Risks of getting ovarian cancer include:

  • Having children later in life or never having a full-term pregnancy
  • Older age
  • Family history of breast or ovarian cancer

Genetic Factors

marie kennedy with her dog

Read one woman's story

Ovarian cancer survivor Marie Kennedy wasn't diagnosed until she was stage IV.

In my own words

The American Cancer Society reports that up to 25% of ovarian cancers are part of what are called family cancer syndromes resulting from inherited changes in certain genes.

Mutations in the BRCA1 or BRCA2 genes are responsible for most inherited ovarian cancers and are about 10 times more common in Ashkenazi Jewish people. A number of other genes may increase risk as well.

"If you do have a genetic mutation such as BRCA1 and BRCA2, you will be at higher risk and could get ovarian cancer at a much younger age," Brooks said. "That's why obtaining an accurate family history and screening appropriate candidates are crucial for identifying patients who can be saved from this disease."

Clinical trial is enrolling ovarian cancer patients

Ovarian cancer occurs in the layer of cells covering the ovary and many are thought to begin in a projection at the far end of the fallopian tubes called the fimbria, which sits adjacent to ovaries.

"We now know that the most common type of ovarian cancers likely develop from the ends of the fallopian tubes," Nguyen said.

UC Davis Comprehensive Cancer Center has opened a clinical trial for women who have a BRCA1 mutation and want to reduce their chances of getting ovarian cancer later in life. It is called the SOROCk clinical trial and it is being led by UC Davis clinical scientist Hui Amy Chen.

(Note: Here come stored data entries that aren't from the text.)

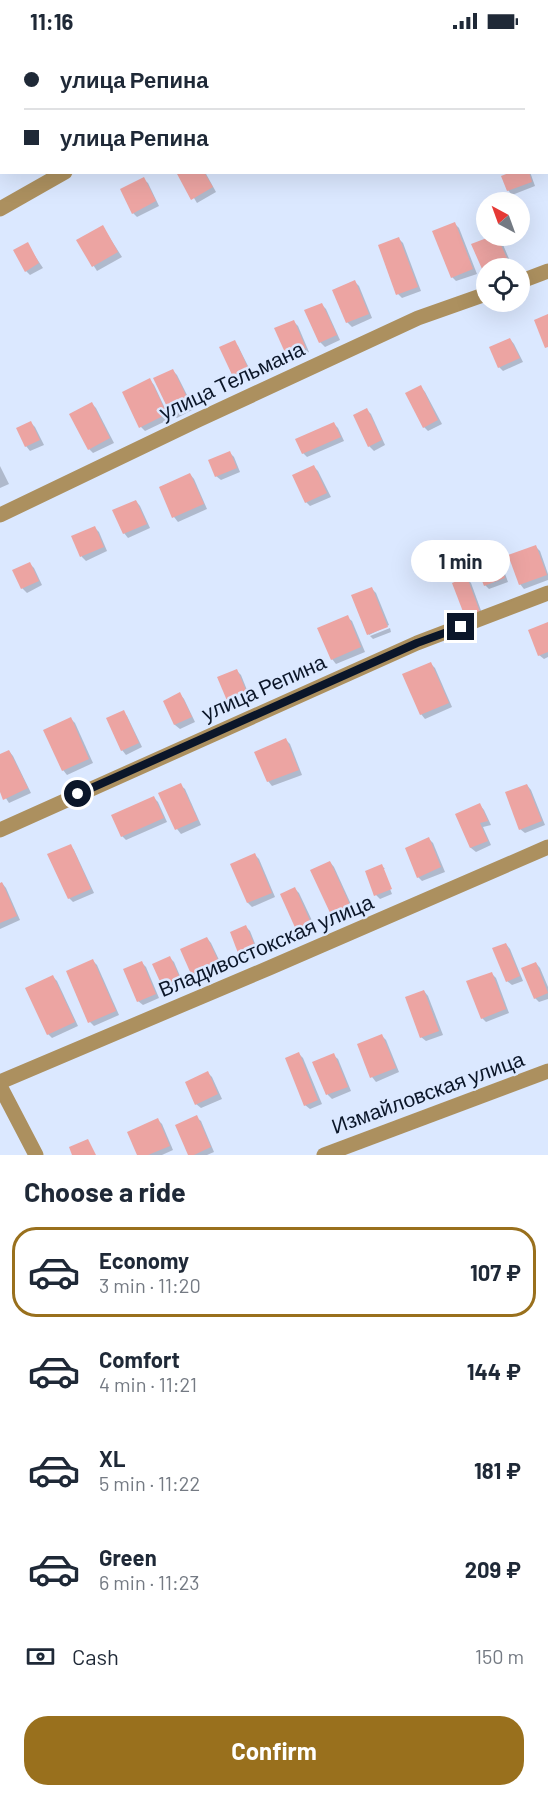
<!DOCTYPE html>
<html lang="en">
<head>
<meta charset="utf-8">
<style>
	:root { --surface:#fff; --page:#f6f6f7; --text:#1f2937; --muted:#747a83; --line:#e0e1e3; --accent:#99701d }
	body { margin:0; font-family:Barlow,sans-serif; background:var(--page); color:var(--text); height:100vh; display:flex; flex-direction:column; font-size:22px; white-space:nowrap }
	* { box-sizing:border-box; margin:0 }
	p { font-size:20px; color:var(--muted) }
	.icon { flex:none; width:33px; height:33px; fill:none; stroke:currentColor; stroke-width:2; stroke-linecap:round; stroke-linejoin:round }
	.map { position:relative; height:1113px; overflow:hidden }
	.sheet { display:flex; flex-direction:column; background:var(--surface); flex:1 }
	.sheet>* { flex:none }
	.hud { position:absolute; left:0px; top:0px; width:549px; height:132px; box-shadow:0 6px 24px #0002; display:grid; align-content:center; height:132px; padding:0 24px; background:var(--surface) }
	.needle { width:39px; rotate:319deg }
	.fabs { position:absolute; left:476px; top:150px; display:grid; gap:12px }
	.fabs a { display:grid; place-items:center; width:54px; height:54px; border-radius:50%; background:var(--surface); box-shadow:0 6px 24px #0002; font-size:30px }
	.end { position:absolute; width:27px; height:27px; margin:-14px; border:8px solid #0b1629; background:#fff; box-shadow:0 0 0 3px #fff }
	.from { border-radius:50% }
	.bubble { position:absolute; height:42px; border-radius:21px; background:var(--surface); box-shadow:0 6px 24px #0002; font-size:20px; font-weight:700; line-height:42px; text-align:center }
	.hud b { display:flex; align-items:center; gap:21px; height:57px; font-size:22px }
	.hud b+b { border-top:2px solid var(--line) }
	.hud i { width:15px; height:15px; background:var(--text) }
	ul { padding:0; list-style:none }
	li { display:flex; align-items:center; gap:18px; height:90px; margin:0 12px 9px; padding:0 12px; border:3px solid transparent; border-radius:24px }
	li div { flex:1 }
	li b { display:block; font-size:22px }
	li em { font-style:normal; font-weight:700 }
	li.active { border-color:var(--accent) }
	li>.icon { width:54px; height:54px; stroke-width:1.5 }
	h2 { padding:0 24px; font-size:27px; line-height:72px }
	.pay { display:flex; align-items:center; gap:15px; height:66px; padding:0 24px; font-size:22px }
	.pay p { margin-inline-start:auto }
	.primary-button { display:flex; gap:12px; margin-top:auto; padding:12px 24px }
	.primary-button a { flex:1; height:69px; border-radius:24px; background:var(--accent); color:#fff; font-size:24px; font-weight:700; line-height:69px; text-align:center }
	.status { display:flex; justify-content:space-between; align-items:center; height:42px; padding:0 30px; background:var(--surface); direction:ltr }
	.status svg { height:16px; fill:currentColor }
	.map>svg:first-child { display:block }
	.shadow { fill:#0003 }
	.building { fill:#eca4a2 }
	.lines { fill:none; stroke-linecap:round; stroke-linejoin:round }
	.minor { stroke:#ac905f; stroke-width:15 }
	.tertiary { stroke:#ac905f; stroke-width:15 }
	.route { stroke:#0b1629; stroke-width:8 }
	.labels { text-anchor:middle; stroke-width:5; stroke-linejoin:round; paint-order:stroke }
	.street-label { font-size:21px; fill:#0b1629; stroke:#dbe8ff }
</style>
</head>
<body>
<div class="status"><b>11:16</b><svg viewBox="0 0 49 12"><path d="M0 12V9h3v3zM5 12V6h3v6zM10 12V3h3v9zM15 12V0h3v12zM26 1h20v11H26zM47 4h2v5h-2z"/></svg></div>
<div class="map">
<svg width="548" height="1113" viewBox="0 0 548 1113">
	<rect width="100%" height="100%" fill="#dbe8ff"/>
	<!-- shadow -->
	<g class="shadow">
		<path d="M 373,0 L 385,0 L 385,2 L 371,2 Z"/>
		<path d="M 430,0 L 446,0 L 443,2 Z"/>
		<path d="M 178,130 L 205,130 L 216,150 L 197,161 Z"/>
		<path d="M 516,130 L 530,130 L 535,144 L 512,153 L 508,148 Z"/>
		<path d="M 143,137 L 148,141 L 159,164 L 137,175 L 133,171 Z"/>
		<path d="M 455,182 L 459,186 L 477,232 L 456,239 L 452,235 Z"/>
		<path d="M 103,185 L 122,215 L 97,229 L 78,199 Z"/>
		<path d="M 496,194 L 501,198 L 513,226 L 486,226 L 486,233 L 473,203 Z"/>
		<path d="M 399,197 L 403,201 L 421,249 L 402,256 L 398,252 Z"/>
		<path d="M 27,202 L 43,226 L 30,233 L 26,229 Z"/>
		<path d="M 355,240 L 359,244 L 372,276 L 352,285 L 347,280 Z"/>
		<path d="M 322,263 L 326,267 L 340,298 L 325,305 L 320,300 L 306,269 Z"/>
		<path d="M 294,280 L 298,284 L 309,310 L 292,318 L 288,314 Z"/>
		<path d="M 510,297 L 514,302 L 523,320 L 503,329 L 499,325 Z"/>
		<path d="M 234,300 L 238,304 L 253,334 L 240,340 L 236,336 Z"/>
		<path d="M 172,328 L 177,333 L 194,367 L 177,376 L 172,372 Z"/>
		<path d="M 150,338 L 154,343 L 170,377 L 145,389 L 141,385 Z"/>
		<path d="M 421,345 L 425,350 L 442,382 L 428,389 L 424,385 Z"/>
		<path d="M 92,362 L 96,366 L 114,401 L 93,411 L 89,407 Z"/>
		<path d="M 367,368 L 371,372 L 385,403 L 374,409 L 369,404 Z"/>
		<path d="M 31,381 L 35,385 L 44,403 L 30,409 L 26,404 Z"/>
		<path d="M 334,382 L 338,386 L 344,399 L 307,415 L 303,411 Z"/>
		<path d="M 230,411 L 234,415 L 240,430 L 221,438 L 216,434 Z"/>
		<path d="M 0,424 L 9,442 L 0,446 Z"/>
		<path d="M 314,425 L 318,429 L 331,455 L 310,464 L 306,460 Z"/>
		<path d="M 190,432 L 194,437 L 207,467 L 178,480 L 174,475 L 160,445 Z"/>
		<path d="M 136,459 L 140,464 L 150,486 L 128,496 L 124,491 Z"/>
		<path d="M 94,485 L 99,490 L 107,509 L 86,519 L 82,515 L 73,495 Z"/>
		<path d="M 535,504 L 540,509 L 548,532 L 548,538 L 524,547 L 520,542 Z"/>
		<path d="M 495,513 L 500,518 L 508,540 L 489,547 L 485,543 Z"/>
		<path d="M 29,521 L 34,526 L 42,543 L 27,551 L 22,546 Z"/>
		<path d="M 467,537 L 471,541 L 483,574 L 471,579 Z"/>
		<path d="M 372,547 L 376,551 L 389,583 L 369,593 L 353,554 Z"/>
		<path d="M 347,575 L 352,579 L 365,610 L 336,622 L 332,617 Z"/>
		<path d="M 548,582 L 548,615 L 544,617 L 539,613 Z"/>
		<path d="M 390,586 L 391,590 L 373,597 L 370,594 Z"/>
		<path d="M 431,622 L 435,626 L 452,665 L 425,677 L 421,672 Z"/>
		<path d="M 237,629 L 241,633 L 251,658 L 233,665 L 229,660 Z"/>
		<path d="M 180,652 L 184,657 L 195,680 L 180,687 L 175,683 L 165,659 Z"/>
		<path d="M 123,670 L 127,674 L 142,705 L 126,713 L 122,708 Z"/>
		<path d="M 71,677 L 75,681 L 93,721 L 67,733 L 63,728 Z"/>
		<path d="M 286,698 L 290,702 L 302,733 L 272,744 L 268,739 Z"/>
		<path d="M 9,709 L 13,714 L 31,751 L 9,761 L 0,747 L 0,714 Z"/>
		<path d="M 180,743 L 185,747 L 201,783 L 181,792 L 177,787 L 160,752 Z"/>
		<path d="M 527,743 L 531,748 L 545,783 L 525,791 L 520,787 Z"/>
		<path d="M 154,756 L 158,760 L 167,780 L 126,798 L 122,794 Z"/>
		<path d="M 480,763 L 484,768 L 491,783 L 483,785 L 491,803 L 476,810 L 471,806 L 457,773 Z"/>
		<path d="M 429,797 L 433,801 L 445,830 L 422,839 L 418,835 Z"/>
		<path d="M 70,803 L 74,808 L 94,851 L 73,860 L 69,856 Z"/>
		<path d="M 255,813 L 259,817 L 275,855 L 252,865 L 248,861 Z"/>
		<path d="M 330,820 L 334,825 L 355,871 L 338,879 L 333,874 Z"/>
		<path d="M 382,824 L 385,827 L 382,827 L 392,852 L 380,857 L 376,853 Z"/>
		<path d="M 2,841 L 6,846 L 20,878 L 0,887 L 0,842 Z"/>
		<path d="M 295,847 L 299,851 L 316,887 L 302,893 L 298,889 Z"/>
		<path d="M 246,885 L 250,889 L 258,909 L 244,915 L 240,910 Z"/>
		<path d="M 207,896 L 211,901 L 222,924 L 197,935 L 193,931 Z"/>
		<path d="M 506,902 L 510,907 L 523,939 L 512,943 L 507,939 Z"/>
		<path d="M 170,916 L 174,920 L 183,941 L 167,948 L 163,943 Z"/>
		<path d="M 93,919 L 97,923 L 119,973 L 94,984 L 90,980 Z"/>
		<path d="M 142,921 L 146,925 L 159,956 L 143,963 L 138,959 Z"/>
		<path d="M 536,921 L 540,926 L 548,945 L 548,957 L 539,960 L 535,956 Z"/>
		<path d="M 491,931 L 496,936 L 509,971 L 486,980 L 482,976 Z"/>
		<path d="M 53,935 L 57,939 L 78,984 L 52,996 L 48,992 Z"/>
		<path d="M 424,949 L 428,954 L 443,993 L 426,999 L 421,995 Z"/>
		<path d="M 382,994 L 386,998 L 399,1030 L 376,1040 L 372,1035 L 359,1003 Z"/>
		<path d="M 299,1012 L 303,1016 L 322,1062 L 310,1067 L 305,1063 Z"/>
		<path d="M 333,1013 L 338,1017 L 351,1049 L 332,1057 L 328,1053 L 314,1021 Z"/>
		<path d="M 208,1031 L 212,1035 L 222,1057 L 201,1066 L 196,1062 Z"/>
		<path d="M 196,1075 L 201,1079 L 214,1110 L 207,1113 L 190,1113 Z"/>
		<path d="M 158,1078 L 162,1082 L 173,1108 L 162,1113 L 139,1113 Z"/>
	</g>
	<!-- building -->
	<g class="building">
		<path d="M 176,130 L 204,130 L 213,145 L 191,158 Z"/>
		<path d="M 511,130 L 529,130 L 532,140 L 507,149 L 501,134 Z"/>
		<path d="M 144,135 L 156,159 L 132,172 L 120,147 Z"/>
		<path d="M 455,180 L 473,227 L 451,236 L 432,189 Z"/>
		<path d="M 103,183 L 118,210 L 92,225 L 76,198 Z"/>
		<path d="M 492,194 L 497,194 L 510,223 L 502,226 L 486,226 L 486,236 L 471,202 Z"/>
		<path d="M 399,195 L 418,245 L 396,253 L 378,203 Z"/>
		<path d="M 28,200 L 39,221 L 25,230 L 13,208 Z"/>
		<path d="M 355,238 L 369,272 L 346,281 L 332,248 Z"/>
		<path d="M 322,261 L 337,293 L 319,301 L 304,268 Z"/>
		<path d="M 548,272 L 548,305 L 545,306 L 534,278 Z"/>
		<path d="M 294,278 L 306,306 L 287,315 L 274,286 Z"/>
		<path d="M 510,296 L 520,316 L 498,326 L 489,305 Z"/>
		<path d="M 235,298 L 250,330 L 234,337 L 219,305 Z"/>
		<path d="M 173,327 L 191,363 L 171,373 L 153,336 Z"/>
		<path d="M 150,336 L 167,372 L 139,386 L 122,350 Z"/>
		<path d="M 421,343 L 438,378 L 423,386 L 405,351 Z"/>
		<path d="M 92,360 L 110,396 L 88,408 L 69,372 Z"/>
		<path d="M 367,366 L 382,398 L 368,405 L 353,373 Z"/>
		<path d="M 31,379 L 40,398 L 25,405 L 16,386 Z"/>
		<path d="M 334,380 L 341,395 L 302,412 L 295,397 Z"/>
		<path d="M 230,409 L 237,426 L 215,435 L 208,418 Z"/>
		<path d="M 314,423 L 327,451 L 305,461 L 292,433 Z"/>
		<path d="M 190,431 L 204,462 L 172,476 L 159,445 Z"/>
		<path d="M 136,458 L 147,482 L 123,492 L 112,468 Z"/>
		<path d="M 95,484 L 104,505 L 80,515 L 71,494 Z"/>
		<path d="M 536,503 L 547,533 L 519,543 L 508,513 Z"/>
		<path d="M 496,512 L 505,536 L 484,544 L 475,520 Z"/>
		<path d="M 30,520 L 39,539 L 21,547 L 12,528 Z"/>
		<path d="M 467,535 L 480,570 L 465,575 L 452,541 Z"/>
		<path d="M 372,545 L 388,585 L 367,593 L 351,553 Z"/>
		<path d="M 348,573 L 361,605 L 331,618 L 317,586 Z"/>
		<path d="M 548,580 L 548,610 L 538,614 L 528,588 Z"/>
		<path d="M 431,620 L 449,661 L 420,673 L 402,632 Z"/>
		<path d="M 237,627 L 248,653 L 228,661 L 217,635 Z"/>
		<path d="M 180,650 L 192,675 L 174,683 L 163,659 Z"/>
		<path d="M 124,668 L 139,701 L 121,709 L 106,676 Z"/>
		<path d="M 71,675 L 89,717 L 62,729 L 43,688 Z"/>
		<path d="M 286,696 L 299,728 L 267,740 L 254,710 Z"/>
		<path d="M 9,708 L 28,746 L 3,758 L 0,750 L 0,712 Z"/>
		<path d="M 181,741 L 198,778 L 175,788 L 158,751 Z"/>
		<path d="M 527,742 L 542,779 L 519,788 L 505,750 Z"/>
		<path d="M 154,754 L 164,776 L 121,795 L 111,773 Z"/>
		<path d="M 480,761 L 488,779 L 480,781 L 488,799 L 470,806 L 455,772 Z"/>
		<path d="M 429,795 L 441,825 L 417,836 L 405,806 Z"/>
		<path d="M 71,802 L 91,847 L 68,857 L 47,812 Z"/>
		<path d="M 255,811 L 272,851 L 247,861 L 230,822 Z"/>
		<path d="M 330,819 L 352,867 L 332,875 L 310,828 Z"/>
		<path d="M 382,822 L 392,847 L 374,854 L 365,829 Z"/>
		<path d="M 2,840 L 17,874 L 0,881 L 0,841 Z"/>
		<path d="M 295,845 L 312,883 L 297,890 L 280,852 Z"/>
		<path d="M 246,883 L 255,904 L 238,911 L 230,890 Z"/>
		<path d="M 207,895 L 219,920 L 191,932 L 180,907 Z"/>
		<path d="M 506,901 L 520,934 L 506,940 L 492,906 Z"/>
		<path d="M 170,914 L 180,936 L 162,944 L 152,922 Z"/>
		<path d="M 93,917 L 116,969 L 88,981 L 66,929 Z"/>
		<path d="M 142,919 L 156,952 L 137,960 L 123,927 Z"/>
		<path d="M 536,920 L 548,951 L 534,957 L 521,926 Z"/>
		<path d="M 492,930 L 506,967 L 481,977 L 466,939 Z"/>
		<path d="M 53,933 L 75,980 L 47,993 L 25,946 Z"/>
		<path d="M 424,948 L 439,989 L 420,996 L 405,955 Z"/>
		<path d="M 382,992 L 396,1026 L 370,1036 L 357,1002 Z"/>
		<path d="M 299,1010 L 318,1058 L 304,1064 L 285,1016 Z"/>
		<path d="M 334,1011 L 348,1045 L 326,1053 L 312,1020 Z"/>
		<path d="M 208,1029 L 218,1052 L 195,1063 L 185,1040 Z"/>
		<path d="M 197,1073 L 211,1105 L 194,1113 L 188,1113 L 175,1083 Z"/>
		<path d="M 158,1076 L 170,1104 L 148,1113 L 137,1113 L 127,1090 Z"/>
		<path d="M 88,1097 L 96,1113 L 72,1113 L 69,1105 Z"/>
	</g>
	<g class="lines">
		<!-- minor -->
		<g class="minor">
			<path d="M 297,2 L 300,0"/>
			<path d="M 0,167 L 65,130"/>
			<path d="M 519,240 L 548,229"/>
			<path d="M 0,473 L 198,378 L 418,276 L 486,252"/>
			<path d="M 0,788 L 417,601 L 548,551"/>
			<path d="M 0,1040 L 269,926 L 548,805"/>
		</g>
		<!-- tertiary -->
		<g class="tertiary">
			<path d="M 0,1044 L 36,1113"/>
			<path d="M 324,1113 L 548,1029"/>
		</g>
	</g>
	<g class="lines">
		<!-- route -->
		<path class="route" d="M 78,752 L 417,601 L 461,585"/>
	</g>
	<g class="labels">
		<!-- street labels -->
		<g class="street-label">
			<text transform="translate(232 339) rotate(-25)" y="7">улица Тельмана</text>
			<text transform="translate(264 646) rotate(-24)" y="7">улица Репина</text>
			<text transform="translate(266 904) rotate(-23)" y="7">Владивостокская улица</text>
			<text transform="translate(428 1051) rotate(-20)" y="7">Измайловская улица</text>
		</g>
	</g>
</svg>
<div class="fabs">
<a><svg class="needle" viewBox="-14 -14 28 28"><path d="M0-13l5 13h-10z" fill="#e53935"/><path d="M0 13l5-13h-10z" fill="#747a83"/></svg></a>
<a><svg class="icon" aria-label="locate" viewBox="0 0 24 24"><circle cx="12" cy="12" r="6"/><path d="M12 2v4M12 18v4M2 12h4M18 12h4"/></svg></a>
</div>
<i class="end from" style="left:78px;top:752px"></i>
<i class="end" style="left:461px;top:585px"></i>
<div class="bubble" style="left:411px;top:498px;width:99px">1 min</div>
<div class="hud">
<b><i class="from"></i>улица Репина</b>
<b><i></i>улица Репина</b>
</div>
</div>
<section class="sheet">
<h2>Choose a ride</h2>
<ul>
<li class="active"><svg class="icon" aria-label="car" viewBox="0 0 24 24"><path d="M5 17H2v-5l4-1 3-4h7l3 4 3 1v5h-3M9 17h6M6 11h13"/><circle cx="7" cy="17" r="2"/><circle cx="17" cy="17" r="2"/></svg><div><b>Economy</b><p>3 min · 11:20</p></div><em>107 ₽</em></li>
<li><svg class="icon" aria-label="car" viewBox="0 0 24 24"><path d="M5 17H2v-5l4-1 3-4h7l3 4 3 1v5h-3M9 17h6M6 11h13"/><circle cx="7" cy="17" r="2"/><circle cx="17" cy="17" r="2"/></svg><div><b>Comfort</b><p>4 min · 11:21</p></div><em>144 ₽</em></li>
<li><svg class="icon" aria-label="car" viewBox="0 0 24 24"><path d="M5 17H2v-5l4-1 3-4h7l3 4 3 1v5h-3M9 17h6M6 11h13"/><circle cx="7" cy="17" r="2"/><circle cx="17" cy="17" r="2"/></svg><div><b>XL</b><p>5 min · 11:22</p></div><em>181 ₽</em></li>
<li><svg class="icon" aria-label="car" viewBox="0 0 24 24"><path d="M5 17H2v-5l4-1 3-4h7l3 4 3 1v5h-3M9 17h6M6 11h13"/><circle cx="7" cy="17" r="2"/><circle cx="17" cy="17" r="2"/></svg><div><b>Green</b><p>6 min · 11:23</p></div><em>209 ₽</em></li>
</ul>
<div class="pay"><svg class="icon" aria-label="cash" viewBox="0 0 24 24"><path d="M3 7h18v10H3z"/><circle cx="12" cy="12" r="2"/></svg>Cash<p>150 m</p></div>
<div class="primary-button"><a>Confirm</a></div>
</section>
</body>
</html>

"We want to see if removing the fallopian tubes and waiting to remove ovaries until a later time is effective at reducing the risk of younger women getting ovarian cancer later in life," Chen said.

The standard approach of removing the ovaries first sends women into a surgically induced menopause, which is difficult for a lot of women.

The clinical trial is open to women with the BRCA1 mutation between the ages of 35 and 50. The study also surveys women before, during, and after their treatment to gauge their overall quality of life.